The Government[1] is proposing to make major changes to the Patents Act 1977 and the Patent Office has issued a consultation paper[2] on the proposed changes, inviting interested parties to submit responses to its consultation document.[3] One aspect of the Act under review is the right of employees to receive compensation for patents that are of ‘outstanding benefit’ to their employers. To date there have been only three cases[4] decided by the court and Comptroller of the Patent Office (‘comptroller’); in all three cases, the employees were unsuccessful in obtaining compensation. Some employees have, however, recovered compensation from their employers by way of out-of-court settlements.

It is anticipated that the proposed changes to the Patent Act would make it far easier for employees to prove their entitlement to compensation and to succeed in their claims. This article reviews the current law regarding compensation for employee-inventors in light of the proposed changes in the consultation document.

What is a patent?

The key factors to be considered when registration of a patent is being sought are whether (i) the invention is a novel but not an obvious invention (ii) whether it falls within a category excluded from patent protection such as a business method; and (iii) whether it is capable of industrial application. An invention will not be patentable if it falls within the excluded categories from patentability. Computer programs per se are excluded from patentability.

Patentability of Computer Programs

Under UK law, it is possible to patent computer programs that produce a “technical effect” when run on a computer. A technical effect means that when a program is run on a computer, it produces a technical advance, which is more than the mere interaction between software and hardware. The claims to the computer program must fall within the tests for patentability. A technical effect is generally an improvement in technology, and needs to be in an area of technology which is patentable. However, if a program does not produce a technical effect when run on a computer, it is unlikely to be patentable.

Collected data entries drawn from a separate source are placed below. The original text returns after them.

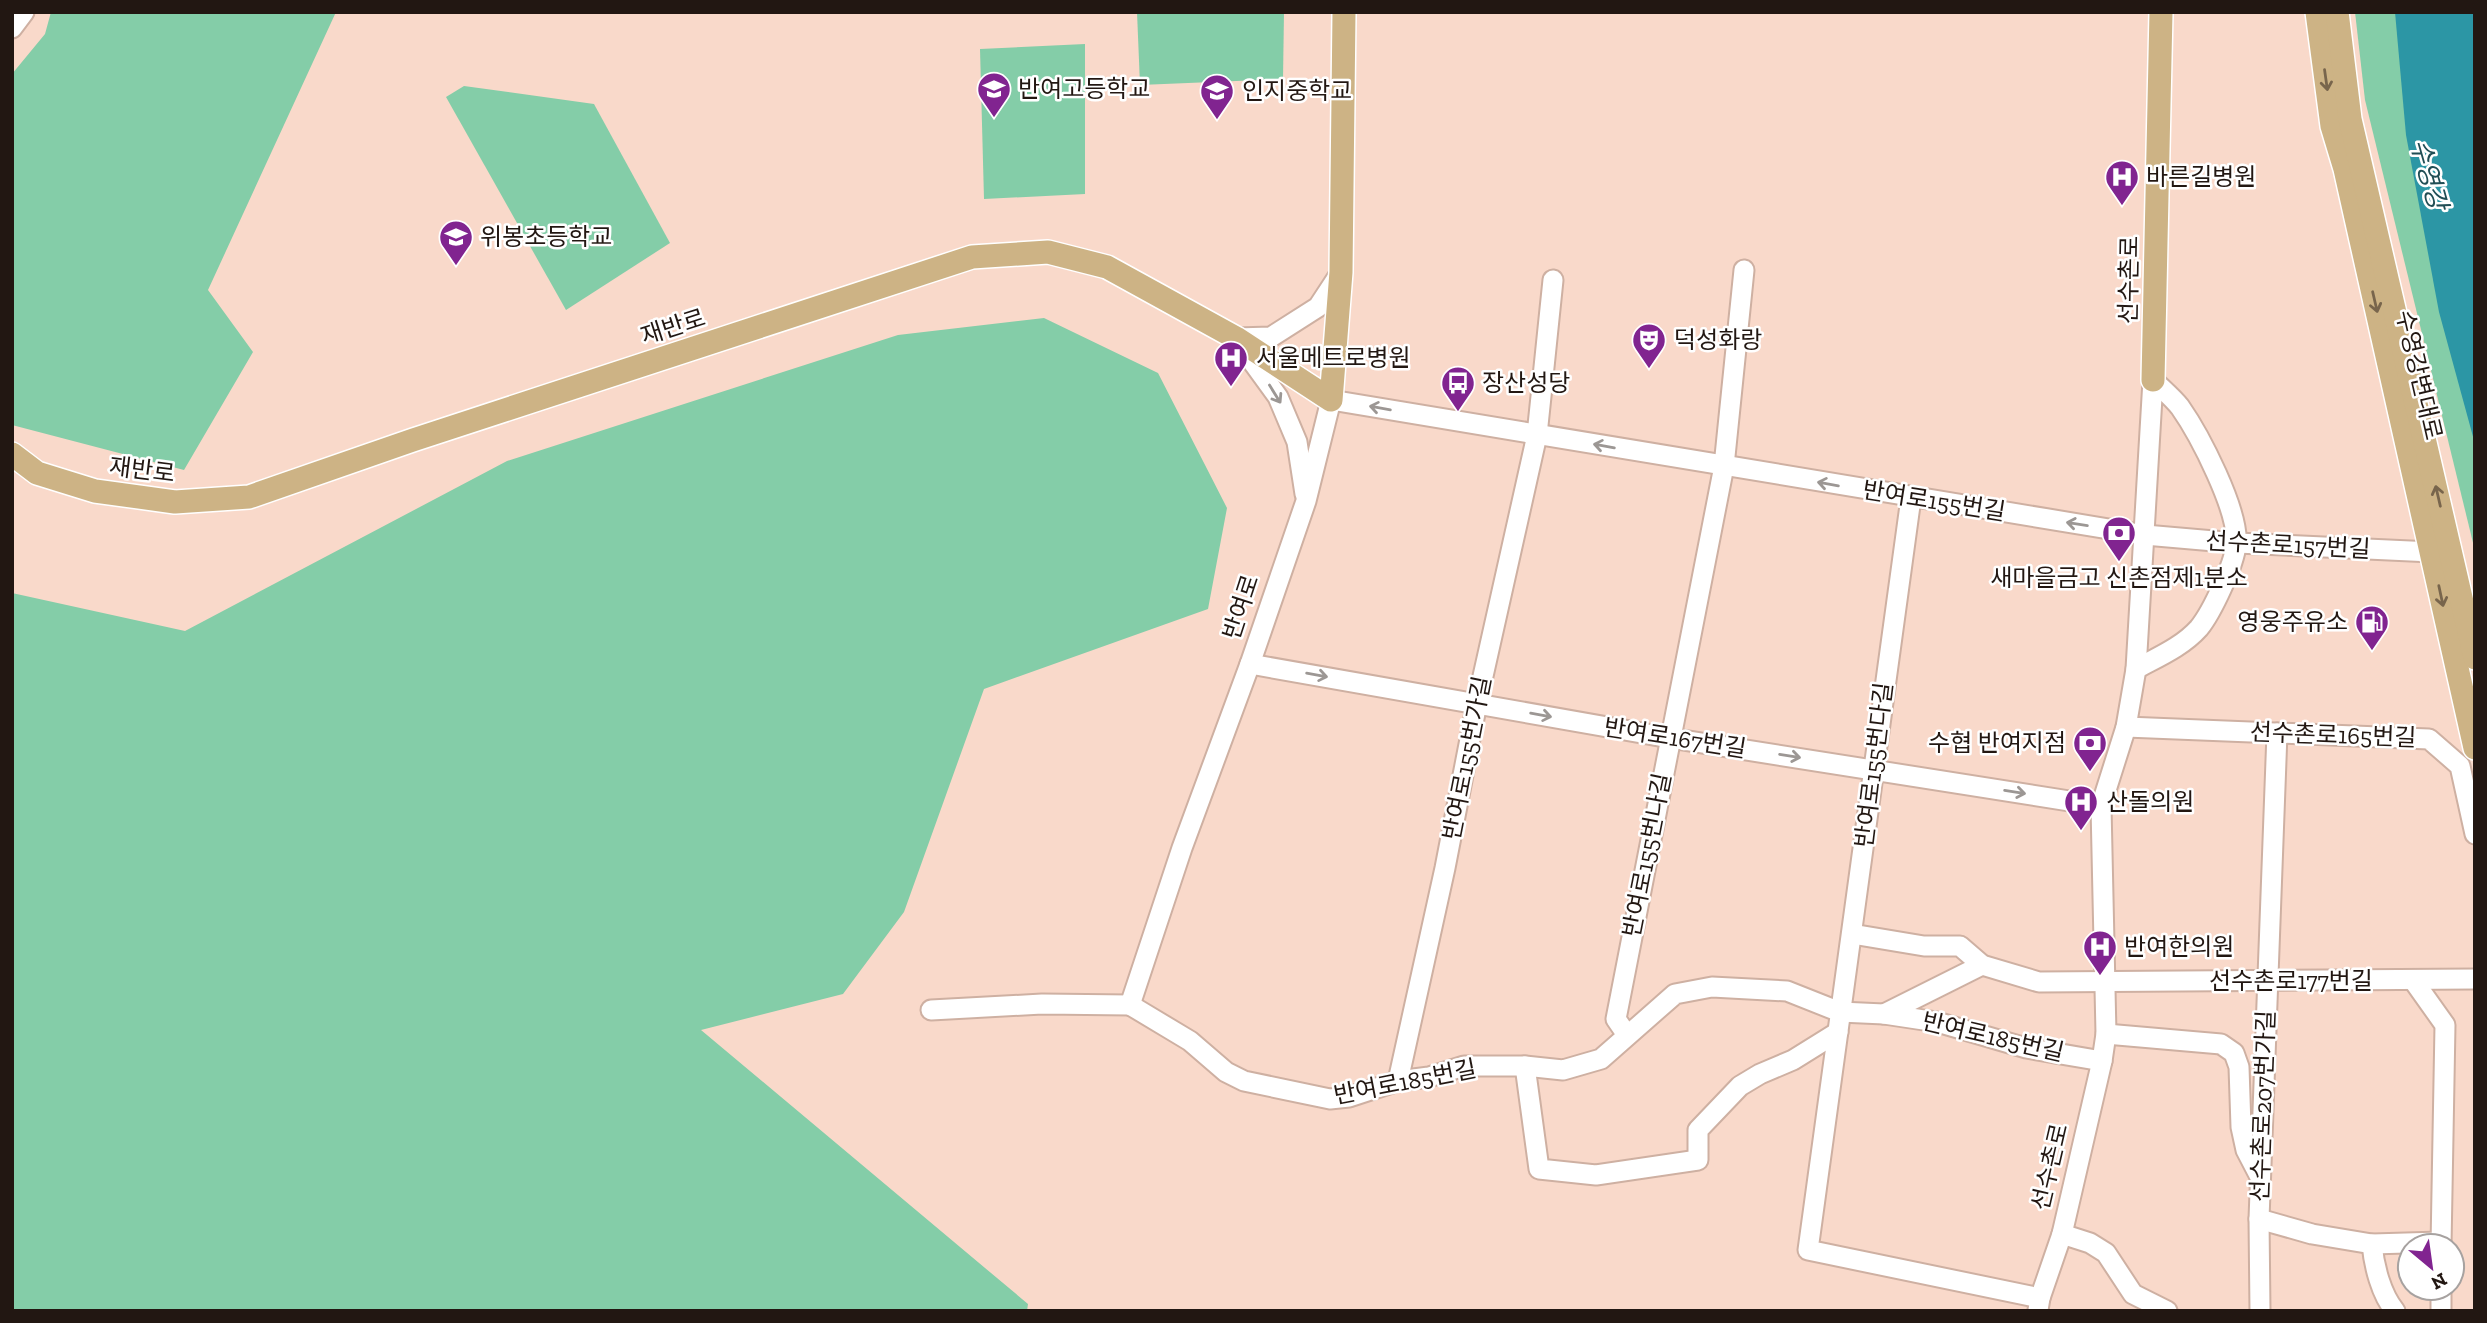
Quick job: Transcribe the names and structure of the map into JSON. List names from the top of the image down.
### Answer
{
  "streets": {
    "main road": [
      "선수촌로",
      "재반로",
      "수영강변대로",
      "반여로"
    ],
    "street": [
      "반여로155번길",
      "선수촌로157번길",
      "선수촌로165번길",
      "반여로167번길",
      "반여로155번가길",
      "반여로155번다길",
      "반여로155번나길",
      "선수촌로177번길",
      "반여로185번길",
      "선수촌로207번가길"
    ]
  },
  "crossings": [
    ["선수촌로", "반여로155번길"],
    ["선수촌로", "선수촌로157번길"],
    ["선수촌로", "선수촌로165번길"],
    ["선수촌로", "반여로167번길"],
    ["선수촌로", "반여로155번다길"],
    ["선수촌로", "선수촌로177번길"],
    ["선수촌로", "반여로185번길"],
    ["재반로", "반여로155번길"],
    ["재반로", "반여로"],
    ["수영강변대로", "선수촌로157번길"],
    ["반여로155번길", "선수촌로157번길"],
    ["반여로155번길", "반여로"],
    ["반여로155번길", "반여로155번가길"],
    ["반여로155번길", "반여로155번다길"],
    ["반여로155번길", "반여로155번나길"],
    ["반여로", "반여로167번길"],
    ["반여로", "반여로185번길"],
    ["선수촌로165번길", "선수촌로207번가길"],
    ["반여로167번길", "반여로155번가길"],
    ["반여로167번길", "반여로155번다길"],
    ["반여로167번길", "반여로155번나길"],
    ["반여로155번가길", "반여로185번길"],
    ["반여로155번다길", "반여로185번길"],
    ["반여로155번나길", "반여로185번길"],
    ["선수촌로177번길", "선수촌로207번가길"]
  ],
  "one_way": ["반여로155번길", "반여로167번길"],
  "water": ["수영강"],
  "places": {
    "school or university": ["반여고등학교", "인지중학교", "위봉초등학교"],
    "hospital": [
      "바른길병원",
      "서울메트로병원",
      "산돌의원",
      "반여한의원"
    ],
    "theatre": ["덕성화랑"],
    "bus stop": ["장산성당"],
    "bank": ["새마을금고 신촌점제1분소", "수협 반여지점"],
    "fuel station": ["영웅주유소"]
  },
  "north": "bottom right"
}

For instance, an improved program for translating between Spanish and English is not patentable because linguistics is a mental process, not a technical field. On the other hand a program which speeds up image enhancement may be patentable because it produces a technical improvement in a technical area. The European Patent Office (EPO) takes a similar approach to the UK Patent Office on patenting software. Some other countries, such as the USA, which may be a large potential market for software, have a more liberal approach to software patenting, and often grant patents for software, which would be excluded in the UK or EPO.

When is an employee entitled to compensation?

An employee is entitled to compensation from his employer when a patent resulting from his

invention, say a computer program, has been of ‘outstanding benefit’ to that employer. The employer will own any invention created during the normal duties of the employee or any duties specifically assigned to him as part of his job.

In what circumstances would an employee own an invention?

In order for an employee to own his invention, the invention would have to be created outside his normal duties or in circumstances where there is no obligation whatsoever on the employee

to further the interests of his employer. For example, if Telco employs EP as an application/end-user support staff, his normal duties would be provide support to Telco’s customers:

q If EP were to develop on his home computer, during his own time, a Script that can perform remote diagnostics thereby saving the company substantial sums of money, the invention will belong to EP. However, if EP used Telco’s facilities in creating the invention, Telco might argue that it has a stake in the invention because EP used its facilities.

q If EP created the invention before joining Telco, then the invention belongs to him.

q If EP is an independent contractor, then the invention will belong to him. Telco can only obtain the rights to the invention by an assignment or transfer of the intellectual property to them.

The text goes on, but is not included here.